### Action item
Could the data below be retyped exactly, without its pictures?

=== Data supplied ===

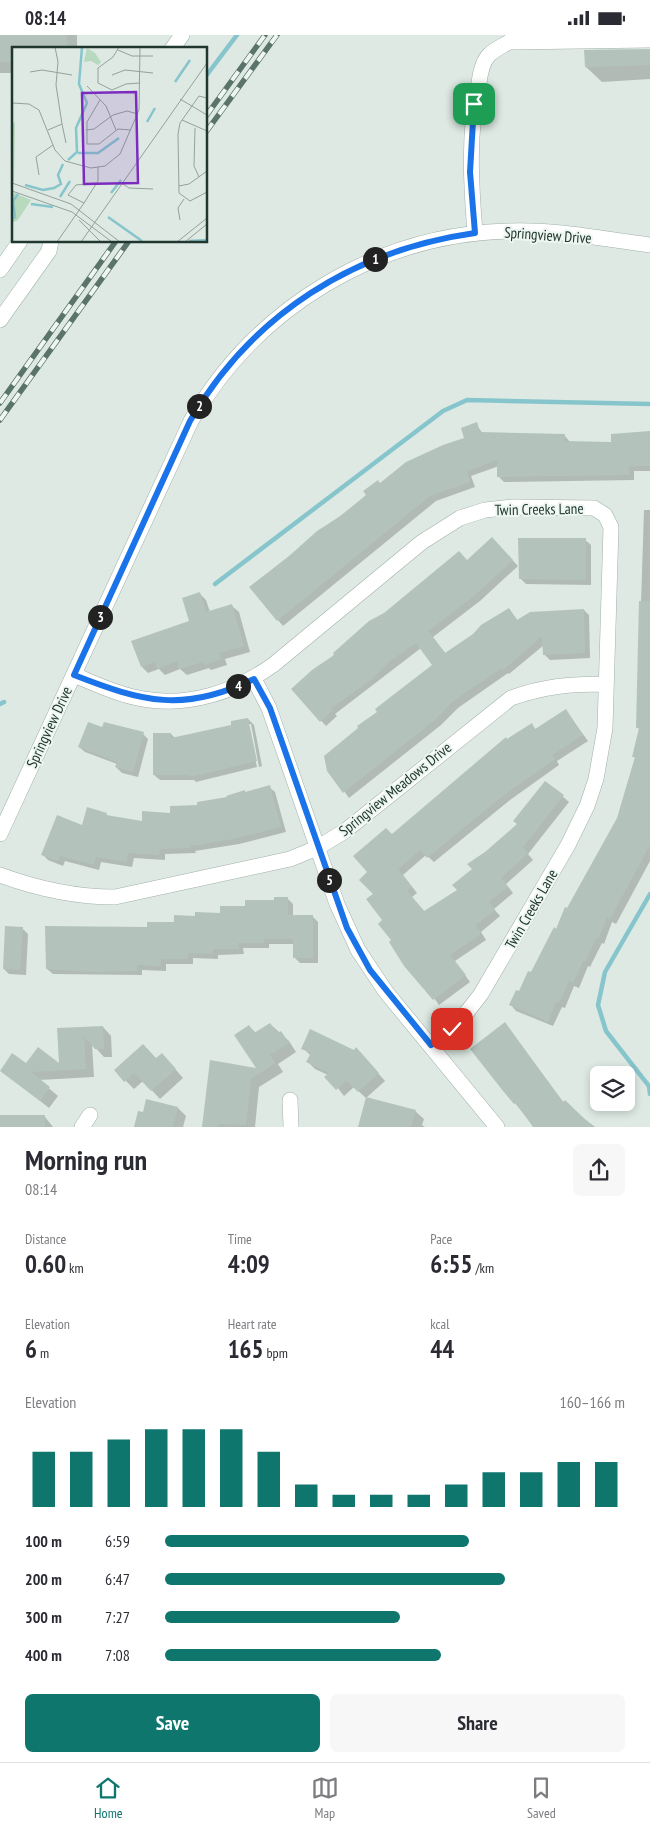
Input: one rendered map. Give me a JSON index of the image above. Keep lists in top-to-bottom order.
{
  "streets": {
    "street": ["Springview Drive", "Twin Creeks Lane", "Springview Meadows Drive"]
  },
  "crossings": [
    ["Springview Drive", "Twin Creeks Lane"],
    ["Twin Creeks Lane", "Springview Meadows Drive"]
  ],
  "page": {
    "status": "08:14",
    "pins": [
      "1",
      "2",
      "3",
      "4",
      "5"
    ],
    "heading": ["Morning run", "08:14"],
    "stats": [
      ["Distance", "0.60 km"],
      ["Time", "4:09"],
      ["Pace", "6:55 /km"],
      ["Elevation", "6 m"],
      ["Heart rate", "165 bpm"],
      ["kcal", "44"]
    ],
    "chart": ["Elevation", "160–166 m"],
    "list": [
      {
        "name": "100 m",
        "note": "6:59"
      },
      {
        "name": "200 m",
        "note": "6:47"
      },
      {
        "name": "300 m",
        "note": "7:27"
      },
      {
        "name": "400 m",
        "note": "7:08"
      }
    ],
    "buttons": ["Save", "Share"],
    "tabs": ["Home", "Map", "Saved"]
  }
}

===

### Problem solution
Input: one rendered map. Give me a JSON index of the image above. Keep lists in top-to-bottom order.
{
  "streets": {
    "street": ["Springview Drive", "Twin Creeks Lane", "Springview Meadows Drive"]
  },
  "crossings": [
    ["Springview Drive", "Twin Creeks Lane"],
    ["Twin Creeks Lane", "Springview Meadows Drive"]
  ],
  "page": {
    "status": "08:14",
    "pins": [
      "1",
      "2",
      "3",
      "4",
      "5"
    ],
    "heading": ["Morning run", "08:14"],
    "stats": [
      ["Distance", "0.60 km"],
      ["Time", "4:09"],
      ["Pace", "6:55 /km"],
      ["Elevation", "6 m"],
      ["Heart rate", "165 bpm"],
      ["kcal", "44"]
    ],
    "chart": ["Elevation", "160–166 m"],
    "list": [
      {
        "name": "100 m",
        "note": "6:59"
      },
      {
        "name": "200 m",
        "note": "6:47"
      },
      {
        "name": "300 m",
        "note": "7:27"
      },
      {
        "name": "400 m",
        "note": "7:08"
      }
    ],
    "buttons": ["Save", "Share"],
    "tabs": ["Home", "Map", "Saved"]
  }
}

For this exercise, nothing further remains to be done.